What Can Companies Do?
- Revisit education and training materials. Covered entities should consider reviewing their training materials to update content to educate their personnel and stakeholders as appropriate, including members of the senior governing body, employees, contractors, and TPSPs, on the risks posed by AI, notably the increasingly sophisticated social-engineering and phishing tactics, MFA-bypass techniques, and deepfakes. Cybersecurity tooling is not, and likely will not be, sufficient to guard against the unique risks posed by AI systems, and the use of AI, to launch more sophisticated cyberattacks; cybersecurity awareness training should evolve to address these specific issues.
- Consider leveraging AI-powered cybersecurity defense tools. As threat actors continue to use AI to launch cyberattacks, it may become increasingly important to have tools in place aimed at predicting and preventing sophisticated and ever-evolving AI cyberattacks. Cyber defense providers have leveraged AI in their tools, such as endpoint detection and response, for years, but as AI rapidly evolves, covered entities should carefully consider the evolving threat landscape and corresponding cybersecurity defense tooling capabilities to ensure those tools are designed to meet the challenge.
- Consider phishing-resistant multi-factor authentication when appropriate. Phishing-resistant MFA can help fortify user accounts against phishing attacks by incorporating multiple layers of protection and applying such advanced techniques as biometric authentication, hardware tokens, and push notifications to trusted devices – adding additional layers of protection to guard against increasingly sophisticated phishing attacks enabled by threat actors' use of AI. Phishing-resistant MFA, such as FIDO2 (a password-less authentication standard allowing users to use either biometric data or a security key), reduces the risks of a threat actor obtaining the unique code sent to the user's mobile device, email account, or mobile app and is now a requirement for federal government agencies (per President Biden's Executive Order 14028).
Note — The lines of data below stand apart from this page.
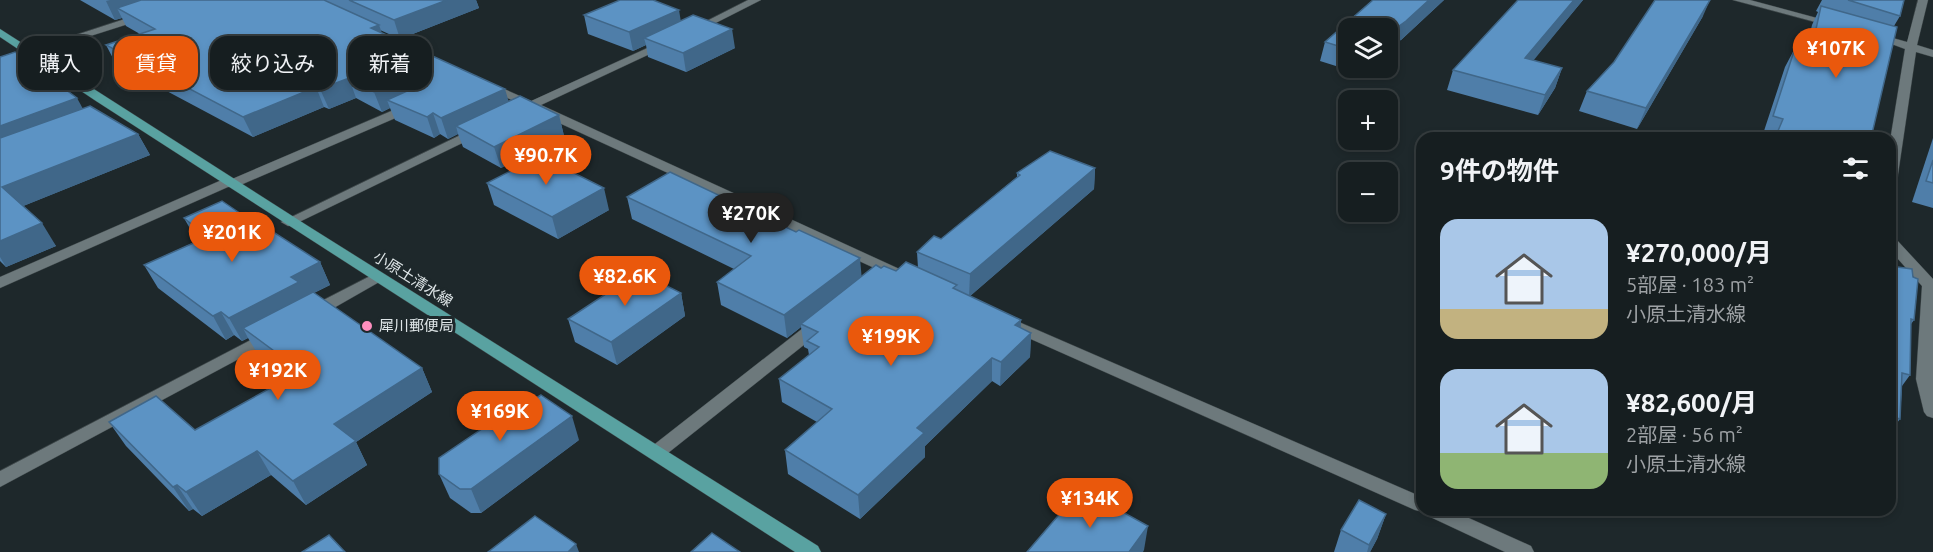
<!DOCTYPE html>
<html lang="ja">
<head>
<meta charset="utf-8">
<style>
  :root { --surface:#161e20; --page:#232b2d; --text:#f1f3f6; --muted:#9ea2a5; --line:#353c3e; --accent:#ea580c }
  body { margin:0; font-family:Ubuntu,"Noto Sans JP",sans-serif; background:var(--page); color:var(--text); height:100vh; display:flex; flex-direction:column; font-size:22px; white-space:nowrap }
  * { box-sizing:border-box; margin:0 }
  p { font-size:20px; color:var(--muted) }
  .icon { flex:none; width:33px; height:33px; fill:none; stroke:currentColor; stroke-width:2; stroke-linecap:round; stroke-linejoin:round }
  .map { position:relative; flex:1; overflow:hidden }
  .side { position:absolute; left:1416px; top:132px; width:480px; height:384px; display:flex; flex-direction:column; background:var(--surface); border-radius:18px; box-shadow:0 3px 9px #0003,0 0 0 2px var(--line) }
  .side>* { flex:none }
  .banner { position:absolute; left:18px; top:36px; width:570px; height:54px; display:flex; gap:12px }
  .controls { position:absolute; left:1338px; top:18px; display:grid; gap:12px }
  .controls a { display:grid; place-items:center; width:60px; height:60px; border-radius:12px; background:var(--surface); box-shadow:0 3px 9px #0003,0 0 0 2px var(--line); font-size:30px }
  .price { position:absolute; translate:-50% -51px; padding:0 14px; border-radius:21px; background:var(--accent); color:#fff; font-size:20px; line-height:39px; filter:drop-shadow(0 2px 3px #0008) }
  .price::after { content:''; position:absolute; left:50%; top:36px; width:18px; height:14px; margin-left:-9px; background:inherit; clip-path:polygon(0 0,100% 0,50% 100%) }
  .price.active { background:#222; color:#fff }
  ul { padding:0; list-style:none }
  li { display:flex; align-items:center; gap:18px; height:150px; padding:0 24px }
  li span { display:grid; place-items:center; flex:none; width:168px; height:120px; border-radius:18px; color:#555 }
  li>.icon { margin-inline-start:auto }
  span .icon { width:72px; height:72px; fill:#fffc; stroke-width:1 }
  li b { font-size:26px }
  h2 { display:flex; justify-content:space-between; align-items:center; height:72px; padding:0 24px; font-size:26px }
  .pill { padding:0 21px; border-radius:18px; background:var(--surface); box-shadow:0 3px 9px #0003,0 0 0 2px var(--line); font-size:21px; line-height:54px }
  .pill.active { background:var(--accent); color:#fff }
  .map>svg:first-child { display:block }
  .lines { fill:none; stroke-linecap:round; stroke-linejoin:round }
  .minor-casing { stroke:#3b4446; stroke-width:1 }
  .major-casing { stroke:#3b4446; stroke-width:1 }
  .minor { fill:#6d797c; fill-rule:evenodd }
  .major { fill:#59a2a1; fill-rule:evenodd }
  .wall { fill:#4f7ea9 }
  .shaded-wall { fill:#406789 }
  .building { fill:#5c93c4; stroke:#406789; stroke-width:1.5 }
  .poi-dot { fill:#fd8ebe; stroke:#1e282b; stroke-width:2 }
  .labels { text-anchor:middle; stroke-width:6; stroke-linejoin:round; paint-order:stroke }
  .street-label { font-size:15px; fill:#dee5e7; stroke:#1e282b }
  .poi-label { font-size:15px; fill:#dee5e7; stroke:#1e282b; text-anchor:start }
</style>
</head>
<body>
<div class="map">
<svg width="1933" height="552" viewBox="0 0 1933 552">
  <rect width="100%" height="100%" fill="#1e282b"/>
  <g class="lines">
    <defs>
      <g id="minor">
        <polygon points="748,0 761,0 696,33 688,33 687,31"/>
        <polygon points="1733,0 1750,0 1839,24 1834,27"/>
        <polygon points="1918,0 1928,0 1917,45 1933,50 1933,57 1916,52 1897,181 1890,185 1890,141 1905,49 1870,36 1875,33 1907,42"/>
        <polygon points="143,13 148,16 147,18 34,54 26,54 24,52"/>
        <polygon points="665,40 669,41 669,45 541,105 906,272 908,275 906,278 896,278 531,110 522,111 522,105 483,86 489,83 493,84 531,101"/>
        <polygon points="41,57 47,60 45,62 0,77 0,70"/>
        <polygon points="410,103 416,107 414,110 236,187 228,187 0,288 0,277 224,179 232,179"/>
        <polygon points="477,127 483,131 481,134 293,225 288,226 281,222"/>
        <polygon points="1890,237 1895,238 1933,279 1933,418 1927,416 1924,412 1916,379 1922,286 1890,250"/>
        <polygon points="376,273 384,278 381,281 318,317 306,317 304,313 306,309"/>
        <polygon points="1003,315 1422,497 1422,510 1451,510 1531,546 1534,552 1505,552 1426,515 1424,512 1415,510 997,324 995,320 997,316"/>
        <polygon points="818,320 824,321 826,325 824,329 663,457 657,459 651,457 648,452 651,447 812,321"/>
        <polygon points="270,330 276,331 278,335 276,339 0,487 0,471"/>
      </g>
      <polygon id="major" points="0,29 308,226 818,546 821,552 795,552 96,101 0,37"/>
    </defs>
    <use href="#minor" class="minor-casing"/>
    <use href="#major" class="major-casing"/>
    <use href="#minor" class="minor"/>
    <use href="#major" class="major"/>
  </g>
  <g class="wall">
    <polygon points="80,0 476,0 479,8 400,39 380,30 381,33 509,102 559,115 564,136 501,168 463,147 458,134 448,139 440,134 434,138 395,120 390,108 382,112 356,98 329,109 324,107 253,137 116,64 106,45 140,34 126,26 122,18 115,20"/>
    <polygon points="1373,0 1444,0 1401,40 1348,28 1348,68 1362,68 1355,72 1320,61 1325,42"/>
    <polygon points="1518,0 1583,0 1533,60 1562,68 1555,88 1538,115 1447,90 1453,70"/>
    <polygon points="1822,0 1904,0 1900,16 1894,26 1871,138 1766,138 1762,137 1785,67 1795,48 1806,51 1812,25 1818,12 1816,11"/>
    <polygon points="584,15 681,21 735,48 686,72 648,57 646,45 633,51 588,34"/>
    <polygon points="1703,16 1637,129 1579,111 1587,91 1614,62"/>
    <polygon points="0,57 83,109 138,134 150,155 23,206 56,246 6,267 0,261"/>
    <polygon points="1933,138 1933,208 1912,202"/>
    <polygon points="1095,168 1094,189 970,296 1021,320 1020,328 1031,333 1030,357 1000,386 992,381 925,446 925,457 860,519 788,474 785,450 817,422 782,402 779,379 809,355 808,349 804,347 801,327 787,338 721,305 717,282 734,269 632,219 627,197 861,277 881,268 896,271 918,268 917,252 941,239 1017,177 1017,173"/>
    <polygon points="487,183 609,210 558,239 494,205"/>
    <polygon points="184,218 247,218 320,262 330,285 314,293 422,368 432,392 356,442 367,465 306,505 271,475 202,516 193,509 189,511 126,446 109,422 195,430 290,377 256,351 248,338 242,341 234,335 226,340 158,288 144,265 197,241"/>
    <polygon points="1890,266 1914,320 1911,324 1910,375 1902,386 1900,419 1890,432"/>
    <polygon points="681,293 685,316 617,365 575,342 568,319"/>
    <polygon points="579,440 481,513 471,513 450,498 439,474"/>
    <polygon points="1386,514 1377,539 1370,552 1334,552 1341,530"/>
  </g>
  <g class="shaded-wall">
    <polygon points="110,0 177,0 117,8 122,18 115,20 106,1"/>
    <polygon points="447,0 476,0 479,8 400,39 394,20"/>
    <polygon points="1429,0 1444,0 1401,40 1388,49 1388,34"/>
    <polygon points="1574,0 1583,0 1519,78 1525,58"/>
    <polygon points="1710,0 1703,16 1637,129 1646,108"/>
    <polygon points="679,10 682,28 644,38 646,45 633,51 629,32"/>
    <polygon points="379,25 386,44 371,28"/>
    <polygon points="732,29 735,48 686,72 683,53"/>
    <polygon points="1356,68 1362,68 1355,72"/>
    <polygon points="1562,68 1555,88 1538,115 1545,95"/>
    <polygon points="418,74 425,94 387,100 390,108 382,112 374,92"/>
    <polygon points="349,78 356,98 329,109 320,89"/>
    <polygon points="316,87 324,107 253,137 243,117"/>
    <polygon points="505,89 511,109 456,126 458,134 448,139 441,118"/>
    <polygon points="77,98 88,118 0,152 0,126"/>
    <polygon points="433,113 440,134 434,138 427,117"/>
    <polygon points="559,115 564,136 501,168 494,147"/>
    <polygon points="138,134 150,155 16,209 2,187"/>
    <polygon points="1095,168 1094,189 969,297 970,274"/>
    <polygon points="604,188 609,210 558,239 552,217"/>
    <polygon points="42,223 56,246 6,267 0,257 0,241"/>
    <polygon points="860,258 862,281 801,324 801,327 787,338 784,315"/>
    <polygon points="320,262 330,285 243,328 248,338 242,341 229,318 291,277"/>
    <polygon points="681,293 685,316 617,365 611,342"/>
    <polygon points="221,312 234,335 226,340 213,316"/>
    <polygon points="1021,320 1020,343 1015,325"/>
    <polygon points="1031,333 1030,357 1000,386 1001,362"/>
    <polygon points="992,358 992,381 925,446 925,457 860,519 858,495 917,428"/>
    <polygon points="422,368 432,392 356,442 367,465 306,505 293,481 334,424"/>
    <polygon points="572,416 579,440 481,513 471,489"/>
    <polygon points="257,451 271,475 202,516 186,492"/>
    <polygon points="177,485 193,509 189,511 173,487"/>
    <polygon points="1386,514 1377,539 1370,552 1367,552 1369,545"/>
    <polygon points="1148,526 1144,550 1143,552 1129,552"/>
    <polygon points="576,544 579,552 568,552"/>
  </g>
  <g class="building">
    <polygon points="141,0 324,0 379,25 371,28 505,89 441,118 433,113 427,117 387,100 423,84 425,80 418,74 374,92 349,78 320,89 316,87 243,117 106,45 155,29 117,8"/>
    <polygon points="349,0 447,0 394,20"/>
    <polygon points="620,0 653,0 679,10 629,32 584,15"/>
    <polygon points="1373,0 1429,0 1406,21 1388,34 1388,28 1348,28 1348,49 1325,42"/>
    <polygon points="1518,0 1574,0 1525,58 1562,68 1545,95 1453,70"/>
    <polygon points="1655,0 1710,0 1646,108 1587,91 1614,62"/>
    <polygon points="1848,0 1904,0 1900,16"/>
    <polygon points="1821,6 1897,27 1871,138 1775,138 1783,119 1773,116 1795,48 1811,52"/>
    <polygon points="693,15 732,29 683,53 644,38"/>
    <polygon points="15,52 77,98 0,126 0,57"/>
    <polygon points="520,96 559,115 494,147 456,126"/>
    <polygon points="90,106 138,134 2,187 42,223 0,241 0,138"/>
    <polygon points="1050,151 1095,168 970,274 917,252 934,236 941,239 1020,175 1017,173"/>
    <polygon points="540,156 604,188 552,217 487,183"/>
    <polygon points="1933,160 1933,183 1926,181"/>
    <polygon points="670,172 796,232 799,230 860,258 784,315 717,282 751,256 627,197"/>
    <polygon points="222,201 247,218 250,217 320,262 291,277 299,282 229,318 221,312 213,316 144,265 207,237 184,218"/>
    <polygon points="906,262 957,285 953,288 1021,320 1015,325 1031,333 1001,362 992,358 917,428 924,433 858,495 785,450 832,409 779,379 819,347 807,341 818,332 801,324 876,265 881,268 884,266 896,271"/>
    <polygon points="1890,266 1912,269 1913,277 1918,279 1914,320 1911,319 1910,375 1902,373 1900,419 1890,416"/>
    <polygon points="639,272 681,293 611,342 568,319"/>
    <polygon points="313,292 422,368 334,424 356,441 293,481 257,451 186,492 177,485 173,487 109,422 156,396 195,430 301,371 243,328"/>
    <polygon points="541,395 572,416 471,489 460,489 439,474 439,458 520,403 525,405"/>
    <polygon points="1081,489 1148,526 1129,552 1027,552"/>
    <polygon points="1359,500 1386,514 1369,545 1341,530"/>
    <polygon points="535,516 576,544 568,552 488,552"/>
    <polygon points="712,533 740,552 691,552"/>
    <polygon points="329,535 345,552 302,552"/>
  </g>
  <circle class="poi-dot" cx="367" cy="326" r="6"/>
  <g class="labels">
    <g class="street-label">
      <text transform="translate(413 279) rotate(32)" y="5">小原土清水線</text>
    </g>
    <g class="poi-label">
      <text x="379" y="331">犀川郵便局</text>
    </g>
  </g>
</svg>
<div class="controls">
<a><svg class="icon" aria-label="layers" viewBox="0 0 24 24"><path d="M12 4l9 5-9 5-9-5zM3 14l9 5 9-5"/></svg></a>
<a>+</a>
<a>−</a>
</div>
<b class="price" style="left:1836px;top:79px">¥107K</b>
<b class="price" style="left:546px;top:186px">¥90.7K</b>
<b class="price active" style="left:751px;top:244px">¥270K</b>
<b class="price" style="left:232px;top:263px">¥201K</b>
<b class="price" style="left:625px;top:307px">¥82.6K</b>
<b class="price" style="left:891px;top:367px">¥199K</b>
<b class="price" style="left:278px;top:401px">¥192K</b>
<b class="price" style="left:500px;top:442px">¥169K</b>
<b class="price" style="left:1090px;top:529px">¥134K</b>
<div class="banner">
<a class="pill">購入</a>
<a class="pill active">賃貸</a>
<a class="pill">絞り込み</a>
<a class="pill">新着</a>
</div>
<section class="side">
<h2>9件の物件<svg class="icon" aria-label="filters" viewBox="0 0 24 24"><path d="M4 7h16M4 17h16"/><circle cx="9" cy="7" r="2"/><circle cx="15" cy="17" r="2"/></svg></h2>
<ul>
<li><span style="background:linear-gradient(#a9c7e8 75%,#c2b280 0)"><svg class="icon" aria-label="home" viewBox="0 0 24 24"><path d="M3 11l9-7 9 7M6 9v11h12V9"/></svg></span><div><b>¥270,000/月</b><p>5部屋 · 183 m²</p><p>小原土清水線</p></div></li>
<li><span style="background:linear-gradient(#a9c7e8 70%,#8fb573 0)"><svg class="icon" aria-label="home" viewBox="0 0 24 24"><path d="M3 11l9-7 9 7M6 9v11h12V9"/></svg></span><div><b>¥82,600/月</b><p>2部屋 · 56 m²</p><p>小原土清水線</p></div></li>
</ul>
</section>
</div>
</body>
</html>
- Review/update TPSP agreements and the potential need to consider TPSPs' use of AI. As AI technology and cybersecurity risks continue to evolve, TPSPs present another link in the chain that could put covered entities' NPI and information systems at risk. In addition to ensuring that new agreements contain language pertaining to AI and data security, companies should consider reviewing and updating old agreements to include these provisions as well. Covered entities should conduct due diligence on TPSPs' use of AI as a part of their periodic TPSP cybersecurity diligence to better understand how the TPSPs are using AI and protecting against the risks posed by AI.
The content of this article is intended to provide a general guide to the subject matter. Specialist advice should be sought about your specific circumstances.